Enbridge's Line 3 pipeline delayed 1 year
Calgary-based company waiting for U.S. state permits to be approved
Enbridge's Line 3 pipeline replacement is being pushed back a year, the company announced Friday.
The project, which was initially expected to be in service before the end of 2019, now won't be ready until the second half of 2020.
Permits from the state of Minnesota were expected to be finalized by the second quarter of 2019, but now they won't be provided until November, with U.S. federal permits expected to be finalized one to two months later.
"We now have a firm schedule from the state on the timing of the remaining permits for our Line 3 replacement project," Al Monaco, CEO of the Calgary-based company, said in a release. The company said its permit applications were all submitted by October 2018.
Just two weeks ago, Enbridge had said it was confident the $9-billion project would be in service this year.
The pipeline would export crude from Hardisty, Alta., to Superior, Wis., where it would connect with pipelines to the U.S. Gulf Coast.
It would replace an aging pipeline, restoring its capacity from 370,000 barrels per day to its original 760,000 barrels per day.
Construction began on the Canadian portion of Line 3's replacement in 2017 and the project is largely completed — but it has faced challenges in Minnesota, where the state's governor has pursued an appeal, siding with environmental and Indigenous groups opposed to the pipeline.

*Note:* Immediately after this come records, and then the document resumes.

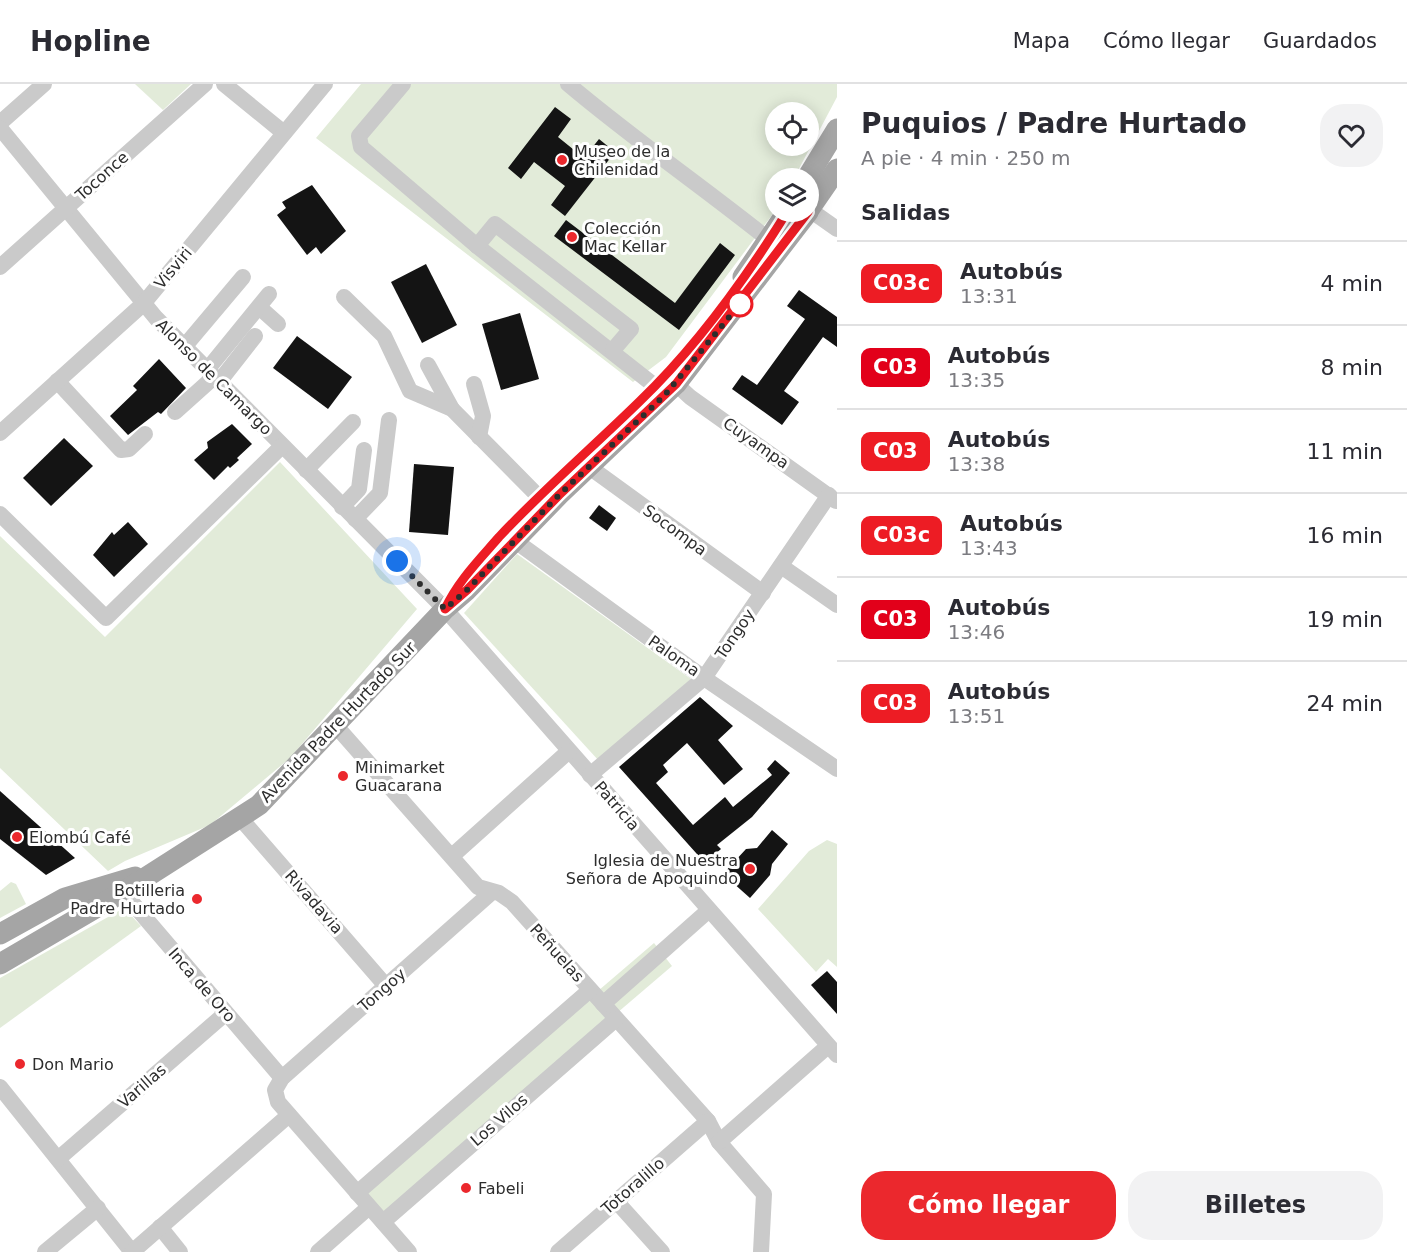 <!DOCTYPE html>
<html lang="es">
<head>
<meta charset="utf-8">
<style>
  body { margin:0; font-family:"DejaVu Sans",sans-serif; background:#f2f2f3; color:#2b2b33; height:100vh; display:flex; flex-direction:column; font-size:22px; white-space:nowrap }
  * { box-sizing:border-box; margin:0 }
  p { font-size:20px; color:#7c7c81 }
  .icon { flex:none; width:33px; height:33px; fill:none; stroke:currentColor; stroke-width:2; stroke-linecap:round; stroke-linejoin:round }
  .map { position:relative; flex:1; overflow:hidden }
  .side { display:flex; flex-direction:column; background:#fff; width:570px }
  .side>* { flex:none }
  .badge { padding:0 12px; border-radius:9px; font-size:21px; line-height:39px }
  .controls { position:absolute; left:765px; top:18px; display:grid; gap:12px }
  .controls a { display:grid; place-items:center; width:54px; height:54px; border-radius:50%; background:#fff; box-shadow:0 3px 15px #0003; font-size:30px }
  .you { position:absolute; width:30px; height:30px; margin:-15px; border:4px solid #fff; border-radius:50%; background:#1a73e8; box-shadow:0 0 0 9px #1a73e833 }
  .map>.badge { position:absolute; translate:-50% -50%; box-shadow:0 0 0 3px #fff }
  h2 { padding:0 24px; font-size:22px; line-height:54px }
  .round { display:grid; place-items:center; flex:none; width:63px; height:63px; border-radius:24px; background:#f2f2f3 }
  .summary { display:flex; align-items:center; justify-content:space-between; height:102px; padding:0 24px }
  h1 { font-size:28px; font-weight:700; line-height:45px }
  .primary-button { display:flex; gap:12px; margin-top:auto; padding:12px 24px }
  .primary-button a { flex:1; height:69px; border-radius:24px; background:#eb282d; color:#fff; font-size:24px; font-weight:700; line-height:69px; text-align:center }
  .primary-button a+a { background:#f2f2f3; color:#2b2b33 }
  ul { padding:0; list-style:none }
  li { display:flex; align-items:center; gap:18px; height:84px; padding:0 24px; border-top:2px solid #e1e1e2 }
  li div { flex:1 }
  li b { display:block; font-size:22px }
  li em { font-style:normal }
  li .badge { min-width:66px; font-weight:700; text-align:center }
  header { display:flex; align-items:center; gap:36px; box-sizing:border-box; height:84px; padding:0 30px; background:#fff; border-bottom:2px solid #e1e1e2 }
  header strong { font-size:28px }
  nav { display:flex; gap:33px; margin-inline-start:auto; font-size:21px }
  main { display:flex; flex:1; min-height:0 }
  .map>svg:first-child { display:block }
  .green { fill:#e2ebd9; fill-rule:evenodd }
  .building { fill:#141414 }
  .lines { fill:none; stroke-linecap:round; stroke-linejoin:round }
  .minor { stroke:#cacaca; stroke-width:16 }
  .major { stroke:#a5a5a5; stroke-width:21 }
  .line-casing { stroke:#fff; stroke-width:14 }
  .line { stroke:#ed1c24; stroke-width:9 }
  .walk { stroke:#2d2d2d; stroke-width:6; stroke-dasharray:0 10.8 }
  .poi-dot { fill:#eb282d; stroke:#fff; stroke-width:2 }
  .stop-dot { fill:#fff; stroke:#ed1c24; stroke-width:3 }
  .labels { text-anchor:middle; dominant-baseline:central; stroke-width:6; stroke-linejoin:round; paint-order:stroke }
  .poi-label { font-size:16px; fill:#2d2d2d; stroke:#fff; text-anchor:start }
  .street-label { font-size:16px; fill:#2d2d2d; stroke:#fff }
</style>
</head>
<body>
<header>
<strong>Hopline</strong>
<nav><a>Mapa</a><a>Cómo llegar</a><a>Guardados</a></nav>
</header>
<main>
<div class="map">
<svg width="837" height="1168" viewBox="0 0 837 1168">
  <rect width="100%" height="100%" fill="#fff"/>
  <g class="green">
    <path d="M135 0H191L163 26Z"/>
    <path d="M361 0H837V13L794 94H776L775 127 666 273 633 298 316 54ZM776 28H808V62H776Z"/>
    <path d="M280 378 417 525 290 674 210 741 125 777 108 787 0 684V452L105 553Z"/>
    <path d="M517 470 691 595 599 677 464 529Z"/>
    <path d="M827 756 837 760V883L828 875 816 888 758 825 809 767Z"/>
    <path d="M11 798 16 800 26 820 0 834V807Z"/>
    <path d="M124 824 141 842 0 944V894Z"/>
    <path d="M654 859 672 882 383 1129 362 1109Z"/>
  </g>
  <g class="building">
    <path d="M555 23 571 35 558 53 584 74 599 55 615 68 565 132 551 121 565 102 534 78 521 95 508 84Z"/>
    <path d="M312 101 346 147 321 170 316 163 307 171 277 131 286 124 282 118Z"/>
    <path d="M566 136 675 219 720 159 735 171 679 246 554 152Z"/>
    <path d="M426 180 457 241 422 259 391 198Z"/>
    <path d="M799 206 837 233V263L823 253 784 307 799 318 782 341 732 305 742 291 757 301 805 235 787 222Z"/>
    <path d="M520 229 539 295 501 306 482 240Z"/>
    <path d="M297 252 352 293 328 325 273 284Z"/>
    <path d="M159 275 186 304 161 330 158 328 128 351 110 332 137 306 133 302Z"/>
    <path d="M232 340 252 360 237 374 239 376 230 384 228 382 214 396 194 376 208 364 207 358Z"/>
    <path d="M64 354 93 382 51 422 23 394Z"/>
    <path d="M414 380 454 383 448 451 409 448Z"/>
    <path d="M599 421 616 434 607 447 589 434Z"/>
    <path d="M128 438 148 460 114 493 93 471 112 448 114 451Z"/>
    <path d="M700 613 733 642 718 656 743 685 724 701 687 659 663 681 668 688 656 699 693 741 725 713 733 723 772 691 767 685 775 676 790 689 752 733 717 761 721 765 705 779 619 683Z"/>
    <path d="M0 707 75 774 46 791 0 755Z"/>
    <path d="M772 746 788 760 772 780 770 791 750 814 723 790 746 765 757 764Z"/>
    <path d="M827 887 837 898V930L811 901Z"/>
  </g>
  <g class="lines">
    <g class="minor">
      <path d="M224 0 284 49"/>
      <path d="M403 0 359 52 361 63 477 162 655 302"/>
      <path d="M568 0C633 55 703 103 769 156"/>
      <path d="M0 39 44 0"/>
      <path d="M0 44 156 234 445 525 837 971"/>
      <path d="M810 126 837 145"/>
      <path d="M477 162 495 140 631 245 613 266"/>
      <path d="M0 183 205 0"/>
      <path d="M344 213 384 252 410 307 452 325 538 412"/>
      <path d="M259 223 278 240"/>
      <path d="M184 263 243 193"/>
      <path d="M428 281 452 325"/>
      <path d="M207 286 269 210"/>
      <path d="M57 297 121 366 129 365 145 350"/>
      <path d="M219 298 255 252"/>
      <path d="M474 300 483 332 479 353"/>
      <path d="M676 300 690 313 836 417"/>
      <path d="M175 328 214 293"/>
      <path d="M0 349 143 220 325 0"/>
      <path d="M588 382 763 509"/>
      <path d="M306 386 353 338"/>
      <path d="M342 423 359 405 364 366"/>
      <path d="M0 430 106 534 282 362"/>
      <path d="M355 435 380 409 389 336"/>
      <path d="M514 456 704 594 837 685"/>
      <path d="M781 482 837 521"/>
      <path d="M336 642 478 803 499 809 512 818 708 1037 719 1058 764 1110 761 1168"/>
      <path d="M590 691 704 594 829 411"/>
      <path d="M241 735 386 902"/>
      <path d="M452 772 569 667"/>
      <path d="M123 808 282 994"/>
      <path d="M603 920 709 826"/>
      <path d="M0 1003 132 1168"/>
      <path d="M719 1058 828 962"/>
      <path d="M58 1075 226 929"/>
      <path d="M357 1109 590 906"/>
      <path d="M616 1117 662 1168"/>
      <path d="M383 1138 616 935"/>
      <path d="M160 1143 180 1168"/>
      <path d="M45 1168 98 1124"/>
      <path d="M132 1168 289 1031"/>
      <path d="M318 1168 369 1123"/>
      <path d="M409 1168 278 1018 275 1006 282 994 492 808"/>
      <path d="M558 1168 708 1037"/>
    </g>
    <g class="major">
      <path d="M807 94 837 45"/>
      <path d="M808 127 837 85"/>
      <path d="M743 193 787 128"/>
      <path d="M0 850 65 814 135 793"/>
      <path d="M0 880 123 808 259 721 445 525 467 506 559 411 676 300 808 128"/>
    </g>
  </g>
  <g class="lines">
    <g class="line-casing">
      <path id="line" d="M787 128C746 194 696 263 640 317 593 363 544 405 499 453 479 476 458 497 445 525L467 506 559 411 676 300 808 128"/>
    </g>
    <use href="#line" class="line"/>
    <path class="walk" d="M397 477 445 525 467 506 559 411 664 312 740 220"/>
  </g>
  <g class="poi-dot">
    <circle cx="562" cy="76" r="6"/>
    <circle cx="572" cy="153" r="6"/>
    <circle cx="343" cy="692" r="6"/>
    <circle cx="17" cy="753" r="6"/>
    <circle cx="750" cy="785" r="6"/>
    <circle cx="197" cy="815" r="6"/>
    <circle cx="20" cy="980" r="6"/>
    <circle cx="466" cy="1104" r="6"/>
  </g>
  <circle class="stop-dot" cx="740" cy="220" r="12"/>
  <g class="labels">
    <g class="poi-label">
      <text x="574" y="67">Museo de la<tspan x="574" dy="18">Chilenidad</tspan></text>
      <text x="584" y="144">Colección<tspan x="584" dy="18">Mac Kellar</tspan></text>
      <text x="355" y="683">Minimarket<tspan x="355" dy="18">Guacarana</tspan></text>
      <text x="29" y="753">Elombú Café</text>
      <text x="738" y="776" text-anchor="end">Iglesia de Nuestra<tspan x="738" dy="18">Señora de Apoquindo</tspan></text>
      <text x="185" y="806" text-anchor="end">Botilleria<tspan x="185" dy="18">Padre Hurtado</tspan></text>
      <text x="32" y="980">Don Mario</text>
      <text x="478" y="1104">Fabeli</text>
    </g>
    <g class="street-label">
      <text transform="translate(102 92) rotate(-42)">Toconce</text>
      <text transform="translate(173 184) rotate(-50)">Visviri</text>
      <text transform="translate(214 293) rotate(45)">Alonso de Camargo</text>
      <text transform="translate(756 359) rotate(35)">Cuyampa</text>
      <text transform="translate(675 446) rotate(36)">Socompa</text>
      <text transform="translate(735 550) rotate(-56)">Tongoy</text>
      <text transform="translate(674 572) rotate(35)">Paloma</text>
      <text transform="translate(338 638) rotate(-46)">Avenida Padre Hurtado Sur</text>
      <text transform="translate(617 722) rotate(49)">Patricia</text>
      <text transform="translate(314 818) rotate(49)">Rivadavia</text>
      <text transform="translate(557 869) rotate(48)">Peñuelas</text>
      <text transform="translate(202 901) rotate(49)">Inca de Oro</text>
      <text transform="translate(382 906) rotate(-41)">Tongoy</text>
      <text transform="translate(142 1002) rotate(-41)">Varillas</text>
      <text transform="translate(499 1036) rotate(-41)">Los Vilos</text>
      <text transform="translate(633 1102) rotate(-41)">Totoralillo</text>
    </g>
  </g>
</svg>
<div class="controls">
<a><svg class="icon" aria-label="locate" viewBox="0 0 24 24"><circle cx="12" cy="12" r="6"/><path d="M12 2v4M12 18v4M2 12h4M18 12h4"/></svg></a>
<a><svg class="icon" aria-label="layers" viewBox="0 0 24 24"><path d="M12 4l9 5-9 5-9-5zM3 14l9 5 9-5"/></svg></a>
</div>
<div class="you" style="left:397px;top:477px"></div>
</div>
<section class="side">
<div class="summary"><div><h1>Puquios / Padre Hurtado</h1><p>A pie · 4 min · 250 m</p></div><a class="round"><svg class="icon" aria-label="heart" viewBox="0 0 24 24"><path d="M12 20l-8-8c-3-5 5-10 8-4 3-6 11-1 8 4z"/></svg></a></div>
<h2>Salidas</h2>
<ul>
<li><span class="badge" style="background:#ed1c24;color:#fff">C03c</span><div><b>Autobús</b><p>13:31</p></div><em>4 min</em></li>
<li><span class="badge" style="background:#e2001a;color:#fff">C03</span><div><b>Autobús</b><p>13:35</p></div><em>8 min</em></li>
<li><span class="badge" style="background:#ed1c24;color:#fff">C03</span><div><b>Autobús</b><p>13:38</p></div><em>11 min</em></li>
<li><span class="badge" style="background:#ed1c24;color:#fff">C03c</span><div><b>Autobús</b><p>13:43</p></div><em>16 min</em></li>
<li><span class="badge" style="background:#e2001a;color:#fff">C03</span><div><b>Autobús</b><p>13:46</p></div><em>19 min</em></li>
<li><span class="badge" style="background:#ed1c24;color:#fff">C03</span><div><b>Autobús</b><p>13:51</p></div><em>24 min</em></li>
</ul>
<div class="primary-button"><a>Cómo llegar</a><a>Billetes</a></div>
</section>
</main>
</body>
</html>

Environmental groups fighting the project have said it will aggravate climate change, and they worry leaks could happen over the Mississippi River headwaters region — land that is used for the traditional harvest of wild rice.
It's not the only major pipeline to be facing major delays. The Trans Mountain pipeline expansion, which Ottawa bought from Kinder Morgan last year, is once again stalled as it awaits further regulatory review and TransCanada's Keystone XL has been frustrated by court challenges.
A lack of pipeline space has been blamed for a glut of Canadian oil, leading to steep price discounts, production curtailments and pro-pipeline protests.